Please transcribe every record below exactly as it appears.

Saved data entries

▶

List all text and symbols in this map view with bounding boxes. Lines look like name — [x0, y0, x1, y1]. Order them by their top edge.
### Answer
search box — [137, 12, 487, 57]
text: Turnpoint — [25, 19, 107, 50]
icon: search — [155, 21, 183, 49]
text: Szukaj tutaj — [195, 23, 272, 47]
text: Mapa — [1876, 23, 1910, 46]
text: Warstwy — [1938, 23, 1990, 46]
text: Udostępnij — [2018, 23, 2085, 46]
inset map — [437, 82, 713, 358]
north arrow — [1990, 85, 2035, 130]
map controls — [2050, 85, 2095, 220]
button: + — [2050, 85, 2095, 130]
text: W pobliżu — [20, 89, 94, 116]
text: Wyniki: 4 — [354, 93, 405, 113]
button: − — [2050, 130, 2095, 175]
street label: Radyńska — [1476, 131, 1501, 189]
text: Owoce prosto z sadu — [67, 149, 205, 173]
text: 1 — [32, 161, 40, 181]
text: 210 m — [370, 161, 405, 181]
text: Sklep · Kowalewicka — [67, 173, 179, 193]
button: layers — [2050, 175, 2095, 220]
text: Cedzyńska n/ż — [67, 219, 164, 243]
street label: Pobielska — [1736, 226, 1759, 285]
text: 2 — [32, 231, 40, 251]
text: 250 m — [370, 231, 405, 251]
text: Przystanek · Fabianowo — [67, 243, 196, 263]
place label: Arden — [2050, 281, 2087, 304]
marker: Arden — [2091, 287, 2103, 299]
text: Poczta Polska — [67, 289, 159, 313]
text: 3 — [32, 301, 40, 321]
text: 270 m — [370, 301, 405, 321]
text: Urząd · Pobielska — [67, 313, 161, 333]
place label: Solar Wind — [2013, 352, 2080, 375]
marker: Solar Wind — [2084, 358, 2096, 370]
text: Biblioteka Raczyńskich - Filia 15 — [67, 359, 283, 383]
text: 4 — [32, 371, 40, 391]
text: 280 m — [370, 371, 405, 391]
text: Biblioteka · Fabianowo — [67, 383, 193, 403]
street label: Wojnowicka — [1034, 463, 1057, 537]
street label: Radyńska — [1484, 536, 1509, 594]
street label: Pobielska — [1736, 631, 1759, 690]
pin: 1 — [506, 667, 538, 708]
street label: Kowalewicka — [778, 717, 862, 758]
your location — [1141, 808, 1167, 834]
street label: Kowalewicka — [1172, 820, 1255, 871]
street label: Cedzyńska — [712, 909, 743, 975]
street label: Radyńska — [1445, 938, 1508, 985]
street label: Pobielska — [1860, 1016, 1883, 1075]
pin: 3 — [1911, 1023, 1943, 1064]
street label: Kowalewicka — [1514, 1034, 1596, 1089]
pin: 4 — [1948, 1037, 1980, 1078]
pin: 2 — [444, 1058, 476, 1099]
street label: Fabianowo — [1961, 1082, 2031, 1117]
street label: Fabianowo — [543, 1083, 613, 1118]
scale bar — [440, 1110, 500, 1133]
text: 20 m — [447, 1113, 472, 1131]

◀

EXPECTED OUTPUT
List all text and symbols in this map view with bounding boxes. Lines look like name — [x0, y0, x1, y1]. Order them by their top edge.
### Answer
search box — [137, 12, 487, 57]
text: Turnpoint — [25, 19, 107, 50]
icon: search — [155, 21, 183, 49]
text: Szukaj tutaj — [195, 23, 272, 47]
text: Mapa — [1876, 23, 1910, 46]
text: Warstwy — [1938, 23, 1990, 46]
text: Udostępnij — [2018, 23, 2085, 46]
inset map — [437, 82, 713, 358]
north arrow — [1990, 85, 2035, 130]
map controls — [2050, 85, 2095, 220]
button: + — [2050, 85, 2095, 130]
text: W pobliżu — [20, 89, 94, 116]
text: Wyniki: 4 — [354, 93, 405, 113]
button: − — [2050, 130, 2095, 175]
street label: Radyńska — [1476, 131, 1501, 189]
text: Owoce prosto z sadu — [67, 149, 205, 173]
text: 1 — [32, 161, 40, 181]
text: 210 m — [370, 161, 405, 181]
text: Sklep · Kowalewicka — [67, 173, 179, 193]
button: layers — [2050, 175, 2095, 220]
text: Cedzyńska n/ż — [67, 219, 164, 243]
street label: Pobielska — [1736, 226, 1759, 285]
text: 2 — [32, 231, 40, 251]
text: 250 m — [370, 231, 405, 251]
text: Przystanek · Fabianowo — [67, 243, 196, 263]
place label: Arden — [2050, 281, 2087, 304]
marker: Arden — [2091, 287, 2103, 299]
text: Poczta Polska — [67, 289, 159, 313]
text: 3 — [32, 301, 40, 321]
text: 270 m — [370, 301, 405, 321]
text: Urząd · Pobielska — [67, 313, 161, 333]
place label: Solar Wind — [2013, 352, 2080, 375]
marker: Solar Wind — [2084, 358, 2096, 370]
text: Biblioteka Raczyńskich - Filia 15 — [67, 359, 283, 383]
text: 4 — [32, 371, 40, 391]
text: 280 m — [370, 371, 405, 391]
text: Biblioteka · Fabianowo — [67, 383, 193, 403]
street label: Wojnowicka — [1034, 463, 1057, 537]
street label: Radyńska — [1484, 536, 1509, 594]
street label: Pobielska — [1736, 631, 1759, 690]
pin: 1 — [506, 667, 538, 708]
street label: Kowalewicka — [778, 717, 862, 758]
your location — [1141, 808, 1167, 834]
street label: Kowalewicka — [1172, 820, 1255, 871]
street label: Cedzyńska — [712, 909, 743, 975]
street label: Radyńska — [1445, 938, 1508, 985]
street label: Pobielska — [1860, 1016, 1883, 1075]
pin: 3 — [1911, 1023, 1943, 1064]
street label: Kowalewicka — [1514, 1034, 1596, 1089]
pin: 4 — [1948, 1037, 1980, 1078]
pin: 2 — [444, 1058, 476, 1099]
street label: Fabianowo — [1961, 1082, 2031, 1117]
street label: Fabianowo — [543, 1083, 613, 1118]
scale bar — [440, 1110, 500, 1133]
text: 20 m — [447, 1113, 472, 1131]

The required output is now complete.